- ABOUT THIS TASK -
Find "m²</p><p>გიორგი სააკაძის ქუჩა</p></div></li>" in the material below, then copy that line and every subsequent line to the end, exactly.

• • • • •

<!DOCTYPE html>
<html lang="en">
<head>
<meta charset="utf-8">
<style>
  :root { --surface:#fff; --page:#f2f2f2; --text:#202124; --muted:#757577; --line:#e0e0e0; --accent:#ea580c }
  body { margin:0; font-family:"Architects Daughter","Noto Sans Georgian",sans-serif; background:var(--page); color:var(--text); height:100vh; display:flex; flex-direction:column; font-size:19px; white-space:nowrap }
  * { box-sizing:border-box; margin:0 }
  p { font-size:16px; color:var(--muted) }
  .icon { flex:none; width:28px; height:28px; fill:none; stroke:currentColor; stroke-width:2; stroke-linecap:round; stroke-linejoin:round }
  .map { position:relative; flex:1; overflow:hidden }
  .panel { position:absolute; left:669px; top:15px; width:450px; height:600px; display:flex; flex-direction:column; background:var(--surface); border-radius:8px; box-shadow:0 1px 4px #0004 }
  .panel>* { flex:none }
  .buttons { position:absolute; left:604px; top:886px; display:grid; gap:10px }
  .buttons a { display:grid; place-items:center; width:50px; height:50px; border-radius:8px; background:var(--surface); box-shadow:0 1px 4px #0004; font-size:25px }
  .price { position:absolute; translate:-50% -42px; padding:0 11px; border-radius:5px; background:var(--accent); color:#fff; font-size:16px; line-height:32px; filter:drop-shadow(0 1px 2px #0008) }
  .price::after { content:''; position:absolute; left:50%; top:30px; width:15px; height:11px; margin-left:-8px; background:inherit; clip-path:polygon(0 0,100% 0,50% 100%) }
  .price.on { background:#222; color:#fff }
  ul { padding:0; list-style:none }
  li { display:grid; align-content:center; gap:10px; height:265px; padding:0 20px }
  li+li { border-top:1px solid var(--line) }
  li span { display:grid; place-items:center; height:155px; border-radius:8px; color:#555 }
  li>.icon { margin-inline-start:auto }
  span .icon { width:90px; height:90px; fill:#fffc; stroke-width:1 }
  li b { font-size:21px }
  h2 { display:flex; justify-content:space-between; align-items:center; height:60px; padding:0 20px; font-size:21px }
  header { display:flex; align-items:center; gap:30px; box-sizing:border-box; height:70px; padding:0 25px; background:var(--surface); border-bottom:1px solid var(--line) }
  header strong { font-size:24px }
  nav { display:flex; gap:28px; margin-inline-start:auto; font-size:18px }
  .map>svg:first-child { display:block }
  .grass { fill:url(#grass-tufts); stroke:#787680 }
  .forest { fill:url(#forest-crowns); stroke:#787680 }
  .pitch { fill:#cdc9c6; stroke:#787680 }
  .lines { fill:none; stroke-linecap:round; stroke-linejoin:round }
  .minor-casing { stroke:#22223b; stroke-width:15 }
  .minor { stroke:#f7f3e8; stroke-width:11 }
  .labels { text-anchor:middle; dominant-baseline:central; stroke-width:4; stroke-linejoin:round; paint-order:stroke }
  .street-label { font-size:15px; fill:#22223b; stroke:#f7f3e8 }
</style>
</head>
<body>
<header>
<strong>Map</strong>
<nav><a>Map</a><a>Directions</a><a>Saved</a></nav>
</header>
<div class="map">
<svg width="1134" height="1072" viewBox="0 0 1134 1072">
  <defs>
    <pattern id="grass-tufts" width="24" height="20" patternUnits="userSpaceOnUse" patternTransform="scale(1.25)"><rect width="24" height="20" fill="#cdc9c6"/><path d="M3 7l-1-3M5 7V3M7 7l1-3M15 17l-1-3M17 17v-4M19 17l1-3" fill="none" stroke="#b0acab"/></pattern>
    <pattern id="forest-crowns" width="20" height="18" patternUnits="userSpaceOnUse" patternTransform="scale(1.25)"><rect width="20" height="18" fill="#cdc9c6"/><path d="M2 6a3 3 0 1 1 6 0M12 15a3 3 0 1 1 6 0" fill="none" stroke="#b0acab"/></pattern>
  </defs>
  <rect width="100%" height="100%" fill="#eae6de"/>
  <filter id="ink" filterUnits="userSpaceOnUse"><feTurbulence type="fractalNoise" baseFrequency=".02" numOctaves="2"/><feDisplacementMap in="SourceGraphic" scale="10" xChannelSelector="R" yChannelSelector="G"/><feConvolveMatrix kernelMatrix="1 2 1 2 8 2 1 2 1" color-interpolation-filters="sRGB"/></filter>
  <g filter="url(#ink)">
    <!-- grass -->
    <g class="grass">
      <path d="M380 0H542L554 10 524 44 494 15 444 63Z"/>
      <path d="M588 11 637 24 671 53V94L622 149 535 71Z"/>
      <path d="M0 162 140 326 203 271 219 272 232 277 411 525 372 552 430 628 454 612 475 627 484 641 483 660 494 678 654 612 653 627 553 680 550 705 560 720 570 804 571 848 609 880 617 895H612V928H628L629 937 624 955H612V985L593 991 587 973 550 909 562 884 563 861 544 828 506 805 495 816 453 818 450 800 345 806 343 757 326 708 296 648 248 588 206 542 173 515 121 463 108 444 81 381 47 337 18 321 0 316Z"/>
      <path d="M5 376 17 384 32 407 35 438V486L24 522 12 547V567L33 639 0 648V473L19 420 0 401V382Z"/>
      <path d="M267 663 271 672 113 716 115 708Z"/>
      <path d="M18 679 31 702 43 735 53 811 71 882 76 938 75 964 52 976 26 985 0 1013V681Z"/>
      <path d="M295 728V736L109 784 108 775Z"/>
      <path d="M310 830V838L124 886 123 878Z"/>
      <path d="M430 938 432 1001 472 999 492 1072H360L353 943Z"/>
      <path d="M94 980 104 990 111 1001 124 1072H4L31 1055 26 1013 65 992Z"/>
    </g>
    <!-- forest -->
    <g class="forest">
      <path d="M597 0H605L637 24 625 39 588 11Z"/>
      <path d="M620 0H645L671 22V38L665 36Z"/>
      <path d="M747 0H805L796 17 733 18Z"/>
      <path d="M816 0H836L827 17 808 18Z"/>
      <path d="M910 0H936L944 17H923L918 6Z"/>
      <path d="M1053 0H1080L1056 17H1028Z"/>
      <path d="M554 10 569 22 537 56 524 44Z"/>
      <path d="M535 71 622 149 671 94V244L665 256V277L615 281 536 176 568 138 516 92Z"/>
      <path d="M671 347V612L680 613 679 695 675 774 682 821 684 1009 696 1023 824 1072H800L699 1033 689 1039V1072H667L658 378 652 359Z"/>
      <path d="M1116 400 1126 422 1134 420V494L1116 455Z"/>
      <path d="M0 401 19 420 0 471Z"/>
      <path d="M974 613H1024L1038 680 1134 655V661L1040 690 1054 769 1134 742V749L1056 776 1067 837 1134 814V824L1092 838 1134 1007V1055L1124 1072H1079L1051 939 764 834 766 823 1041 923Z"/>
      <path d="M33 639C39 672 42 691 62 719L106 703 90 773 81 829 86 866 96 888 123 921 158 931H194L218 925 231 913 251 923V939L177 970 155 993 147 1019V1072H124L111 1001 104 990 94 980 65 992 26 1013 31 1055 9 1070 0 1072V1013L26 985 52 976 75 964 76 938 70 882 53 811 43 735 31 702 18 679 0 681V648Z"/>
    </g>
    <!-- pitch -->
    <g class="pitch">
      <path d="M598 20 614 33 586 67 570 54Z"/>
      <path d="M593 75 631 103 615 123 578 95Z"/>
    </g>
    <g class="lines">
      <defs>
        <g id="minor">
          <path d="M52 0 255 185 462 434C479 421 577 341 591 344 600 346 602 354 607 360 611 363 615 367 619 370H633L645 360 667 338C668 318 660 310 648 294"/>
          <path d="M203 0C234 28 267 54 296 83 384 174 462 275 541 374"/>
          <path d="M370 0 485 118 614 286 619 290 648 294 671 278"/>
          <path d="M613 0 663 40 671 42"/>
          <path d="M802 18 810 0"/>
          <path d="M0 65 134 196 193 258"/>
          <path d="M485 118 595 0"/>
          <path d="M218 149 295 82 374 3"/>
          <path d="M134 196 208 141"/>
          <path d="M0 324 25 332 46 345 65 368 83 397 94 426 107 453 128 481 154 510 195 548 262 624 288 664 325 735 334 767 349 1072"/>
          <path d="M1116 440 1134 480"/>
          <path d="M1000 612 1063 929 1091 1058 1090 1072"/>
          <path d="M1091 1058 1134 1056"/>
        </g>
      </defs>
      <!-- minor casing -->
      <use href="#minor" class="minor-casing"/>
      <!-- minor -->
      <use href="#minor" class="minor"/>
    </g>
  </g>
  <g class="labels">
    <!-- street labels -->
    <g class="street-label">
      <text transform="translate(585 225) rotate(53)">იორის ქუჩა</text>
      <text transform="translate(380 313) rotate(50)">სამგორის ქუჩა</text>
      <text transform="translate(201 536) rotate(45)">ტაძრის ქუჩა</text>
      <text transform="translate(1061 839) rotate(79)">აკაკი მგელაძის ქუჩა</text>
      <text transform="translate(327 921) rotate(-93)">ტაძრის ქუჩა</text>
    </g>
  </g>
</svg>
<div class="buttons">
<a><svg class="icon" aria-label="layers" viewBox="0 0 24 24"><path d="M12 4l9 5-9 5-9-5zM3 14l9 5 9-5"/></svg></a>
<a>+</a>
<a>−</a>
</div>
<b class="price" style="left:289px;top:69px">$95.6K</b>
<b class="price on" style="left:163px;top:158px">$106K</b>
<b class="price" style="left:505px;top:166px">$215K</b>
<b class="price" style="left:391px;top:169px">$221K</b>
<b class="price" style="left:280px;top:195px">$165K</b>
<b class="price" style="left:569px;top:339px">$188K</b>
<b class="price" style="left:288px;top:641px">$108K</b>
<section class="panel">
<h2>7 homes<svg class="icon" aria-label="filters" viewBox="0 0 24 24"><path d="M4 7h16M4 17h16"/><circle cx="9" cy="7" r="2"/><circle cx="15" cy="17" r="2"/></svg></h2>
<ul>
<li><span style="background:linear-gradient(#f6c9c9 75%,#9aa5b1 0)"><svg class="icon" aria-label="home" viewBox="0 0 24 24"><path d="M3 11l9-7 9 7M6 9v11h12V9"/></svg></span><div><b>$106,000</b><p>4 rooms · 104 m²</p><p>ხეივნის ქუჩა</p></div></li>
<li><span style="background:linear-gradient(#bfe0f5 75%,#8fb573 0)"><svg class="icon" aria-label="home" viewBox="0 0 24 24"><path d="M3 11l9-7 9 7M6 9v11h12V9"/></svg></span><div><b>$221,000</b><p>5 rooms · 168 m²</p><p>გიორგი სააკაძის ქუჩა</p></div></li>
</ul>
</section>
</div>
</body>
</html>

• • • • •

- TASK OUTPUT -
<li><span style="background:linear-gradient(#bfe0f5 75%,#8fb573 0)"><svg class="icon" aria-label="home" viewBox="0 0 24 24"><path d="M3 11l9-7 9 7M6 9v11h12V9"/></svg></span><div><b>$221,000</b><p>5 rooms · 168 m²</p><p>გიორგი სააკაძის ქუჩა</p></div></li>
</ul>
</section>
</div>
</body>
</html>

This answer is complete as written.